All lines before the one containing "0 4px,transparent 0", plus that line itself, are to be printed exactly as they appear below.

○ ○ ○ ○

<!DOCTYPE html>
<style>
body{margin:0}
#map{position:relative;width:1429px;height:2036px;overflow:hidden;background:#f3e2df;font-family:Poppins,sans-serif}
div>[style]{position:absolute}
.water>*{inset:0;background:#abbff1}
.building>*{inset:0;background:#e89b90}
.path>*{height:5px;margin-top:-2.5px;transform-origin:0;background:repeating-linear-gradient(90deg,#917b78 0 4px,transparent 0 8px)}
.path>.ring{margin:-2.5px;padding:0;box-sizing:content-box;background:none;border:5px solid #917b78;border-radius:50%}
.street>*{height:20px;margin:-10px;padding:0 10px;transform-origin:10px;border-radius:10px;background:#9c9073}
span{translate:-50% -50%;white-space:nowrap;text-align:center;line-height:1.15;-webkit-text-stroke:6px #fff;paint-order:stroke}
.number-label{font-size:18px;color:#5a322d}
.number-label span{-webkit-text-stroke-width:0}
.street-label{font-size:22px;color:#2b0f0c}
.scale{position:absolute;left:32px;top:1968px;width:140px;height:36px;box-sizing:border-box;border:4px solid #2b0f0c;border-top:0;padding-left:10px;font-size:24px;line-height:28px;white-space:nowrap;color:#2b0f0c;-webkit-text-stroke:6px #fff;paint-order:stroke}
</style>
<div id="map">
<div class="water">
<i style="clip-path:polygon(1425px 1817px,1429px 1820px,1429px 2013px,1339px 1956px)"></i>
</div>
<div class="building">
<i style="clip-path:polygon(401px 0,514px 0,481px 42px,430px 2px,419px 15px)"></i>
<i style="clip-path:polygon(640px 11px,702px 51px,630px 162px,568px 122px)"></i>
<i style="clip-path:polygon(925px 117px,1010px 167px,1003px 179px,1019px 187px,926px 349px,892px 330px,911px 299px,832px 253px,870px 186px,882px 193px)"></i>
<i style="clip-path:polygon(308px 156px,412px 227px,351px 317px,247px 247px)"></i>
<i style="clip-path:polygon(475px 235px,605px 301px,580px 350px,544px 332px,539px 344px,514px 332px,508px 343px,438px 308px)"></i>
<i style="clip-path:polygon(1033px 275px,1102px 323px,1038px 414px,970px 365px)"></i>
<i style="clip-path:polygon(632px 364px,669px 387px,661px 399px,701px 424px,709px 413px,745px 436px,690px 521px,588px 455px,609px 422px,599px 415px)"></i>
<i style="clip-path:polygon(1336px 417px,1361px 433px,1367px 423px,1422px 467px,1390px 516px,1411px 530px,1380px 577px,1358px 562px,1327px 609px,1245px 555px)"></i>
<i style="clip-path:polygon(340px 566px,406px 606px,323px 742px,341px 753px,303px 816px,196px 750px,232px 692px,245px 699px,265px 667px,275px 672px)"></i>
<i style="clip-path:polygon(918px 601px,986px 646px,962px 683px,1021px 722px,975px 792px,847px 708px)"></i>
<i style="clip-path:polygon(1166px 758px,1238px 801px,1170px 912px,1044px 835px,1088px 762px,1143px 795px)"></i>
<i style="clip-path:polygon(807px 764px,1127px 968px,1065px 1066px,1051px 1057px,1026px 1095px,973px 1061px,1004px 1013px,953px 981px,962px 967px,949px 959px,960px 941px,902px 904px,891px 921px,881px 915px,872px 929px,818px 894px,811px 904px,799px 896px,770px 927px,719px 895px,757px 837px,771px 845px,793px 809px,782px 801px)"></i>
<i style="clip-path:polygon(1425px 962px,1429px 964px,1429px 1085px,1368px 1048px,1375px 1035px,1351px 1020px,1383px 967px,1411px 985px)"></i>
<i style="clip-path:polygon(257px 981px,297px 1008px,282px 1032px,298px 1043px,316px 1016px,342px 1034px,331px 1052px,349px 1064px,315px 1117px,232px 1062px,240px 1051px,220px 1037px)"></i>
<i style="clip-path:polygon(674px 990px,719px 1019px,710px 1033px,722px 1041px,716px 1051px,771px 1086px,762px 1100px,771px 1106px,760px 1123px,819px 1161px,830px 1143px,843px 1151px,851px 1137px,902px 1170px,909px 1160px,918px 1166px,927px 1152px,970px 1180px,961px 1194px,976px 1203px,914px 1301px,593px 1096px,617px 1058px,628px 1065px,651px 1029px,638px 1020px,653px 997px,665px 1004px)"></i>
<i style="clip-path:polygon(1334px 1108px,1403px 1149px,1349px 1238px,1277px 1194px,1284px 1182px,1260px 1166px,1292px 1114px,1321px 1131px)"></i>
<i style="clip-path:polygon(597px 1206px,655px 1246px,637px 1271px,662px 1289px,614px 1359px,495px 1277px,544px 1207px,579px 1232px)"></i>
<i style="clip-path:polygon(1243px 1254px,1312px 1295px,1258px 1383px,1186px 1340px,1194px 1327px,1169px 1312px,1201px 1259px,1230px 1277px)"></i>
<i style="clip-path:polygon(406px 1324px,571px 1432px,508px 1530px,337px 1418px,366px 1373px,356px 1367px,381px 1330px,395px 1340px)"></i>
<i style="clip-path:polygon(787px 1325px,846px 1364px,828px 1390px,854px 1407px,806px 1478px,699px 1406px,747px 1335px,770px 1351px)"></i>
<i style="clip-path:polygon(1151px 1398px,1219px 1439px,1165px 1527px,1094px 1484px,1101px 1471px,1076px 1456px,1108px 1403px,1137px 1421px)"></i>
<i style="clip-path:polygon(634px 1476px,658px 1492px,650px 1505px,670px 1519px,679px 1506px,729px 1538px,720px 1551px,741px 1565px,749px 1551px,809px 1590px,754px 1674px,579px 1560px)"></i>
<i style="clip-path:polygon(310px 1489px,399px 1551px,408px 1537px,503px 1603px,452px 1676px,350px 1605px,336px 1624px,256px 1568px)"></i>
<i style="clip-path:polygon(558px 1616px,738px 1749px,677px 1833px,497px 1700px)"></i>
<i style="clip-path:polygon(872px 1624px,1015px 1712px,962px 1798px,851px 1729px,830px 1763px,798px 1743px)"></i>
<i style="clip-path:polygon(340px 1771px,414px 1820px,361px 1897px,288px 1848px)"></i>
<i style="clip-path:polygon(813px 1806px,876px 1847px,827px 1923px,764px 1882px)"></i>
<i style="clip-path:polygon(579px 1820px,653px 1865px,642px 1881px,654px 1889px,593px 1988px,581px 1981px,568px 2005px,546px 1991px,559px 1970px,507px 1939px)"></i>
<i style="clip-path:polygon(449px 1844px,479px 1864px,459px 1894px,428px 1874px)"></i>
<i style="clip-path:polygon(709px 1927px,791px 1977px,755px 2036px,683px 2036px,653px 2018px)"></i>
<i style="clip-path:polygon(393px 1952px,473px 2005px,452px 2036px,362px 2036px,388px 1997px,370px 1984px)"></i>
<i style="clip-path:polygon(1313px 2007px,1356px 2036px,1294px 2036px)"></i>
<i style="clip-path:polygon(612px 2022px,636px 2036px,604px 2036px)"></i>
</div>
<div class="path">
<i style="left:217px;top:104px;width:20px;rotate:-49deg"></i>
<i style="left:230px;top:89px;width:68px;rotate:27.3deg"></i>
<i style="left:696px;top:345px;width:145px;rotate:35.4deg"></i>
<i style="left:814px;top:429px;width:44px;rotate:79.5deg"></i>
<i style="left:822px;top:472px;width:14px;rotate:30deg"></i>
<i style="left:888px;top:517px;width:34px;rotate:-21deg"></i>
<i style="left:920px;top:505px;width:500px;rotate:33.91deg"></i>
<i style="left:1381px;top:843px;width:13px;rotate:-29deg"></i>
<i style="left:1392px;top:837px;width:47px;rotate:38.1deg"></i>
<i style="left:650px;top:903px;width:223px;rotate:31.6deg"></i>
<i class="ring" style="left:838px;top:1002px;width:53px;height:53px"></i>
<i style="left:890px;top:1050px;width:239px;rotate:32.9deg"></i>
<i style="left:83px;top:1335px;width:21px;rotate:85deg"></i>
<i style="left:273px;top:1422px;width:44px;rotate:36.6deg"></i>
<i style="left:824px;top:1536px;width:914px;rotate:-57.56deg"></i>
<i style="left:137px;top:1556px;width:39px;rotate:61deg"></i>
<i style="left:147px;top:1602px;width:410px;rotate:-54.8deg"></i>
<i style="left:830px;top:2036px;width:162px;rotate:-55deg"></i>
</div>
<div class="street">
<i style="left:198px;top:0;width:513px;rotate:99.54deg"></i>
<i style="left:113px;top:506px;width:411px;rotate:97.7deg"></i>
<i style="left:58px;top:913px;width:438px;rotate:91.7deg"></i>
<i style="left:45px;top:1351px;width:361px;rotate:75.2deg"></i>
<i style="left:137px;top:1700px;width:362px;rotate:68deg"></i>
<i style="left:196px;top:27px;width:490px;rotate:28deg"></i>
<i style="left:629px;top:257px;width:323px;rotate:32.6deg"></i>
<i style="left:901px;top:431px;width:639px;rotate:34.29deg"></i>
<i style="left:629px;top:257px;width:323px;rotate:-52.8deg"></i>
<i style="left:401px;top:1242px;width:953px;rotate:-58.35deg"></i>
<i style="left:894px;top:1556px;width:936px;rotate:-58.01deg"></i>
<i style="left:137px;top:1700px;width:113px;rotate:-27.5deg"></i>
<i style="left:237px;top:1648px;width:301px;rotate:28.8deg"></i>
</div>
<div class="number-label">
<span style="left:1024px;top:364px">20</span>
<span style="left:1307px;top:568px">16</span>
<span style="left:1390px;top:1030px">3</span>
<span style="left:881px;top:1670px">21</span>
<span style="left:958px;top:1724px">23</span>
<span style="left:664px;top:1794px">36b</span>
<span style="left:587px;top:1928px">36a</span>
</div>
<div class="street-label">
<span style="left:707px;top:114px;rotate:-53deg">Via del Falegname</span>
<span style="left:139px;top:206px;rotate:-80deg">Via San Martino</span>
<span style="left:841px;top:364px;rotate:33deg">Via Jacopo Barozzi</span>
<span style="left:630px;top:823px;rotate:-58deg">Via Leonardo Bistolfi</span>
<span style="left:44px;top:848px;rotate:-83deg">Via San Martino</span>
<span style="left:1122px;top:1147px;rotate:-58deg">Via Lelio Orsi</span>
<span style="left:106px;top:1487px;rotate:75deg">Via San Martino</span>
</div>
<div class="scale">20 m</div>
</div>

○ ○ ○ ○

→ **Answer space**
<!DOCTYPE html>
<style>
body{margin:0}
#map{position:relative;width:1429px;height:2036px;overflow:hidden;background:#f3e2df;font-family:Poppins,sans-serif}
div>[style]{position:absolute}
.water>*{inset:0;background:#abbff1}
.building>*{inset:0;background:#e89b90}
.path>*{height:5px;margin-top:-2.5px;transform-origin:0;background:repeating-linear-gradient(90deg,#917b78 0 4px,transparent 0 8px)}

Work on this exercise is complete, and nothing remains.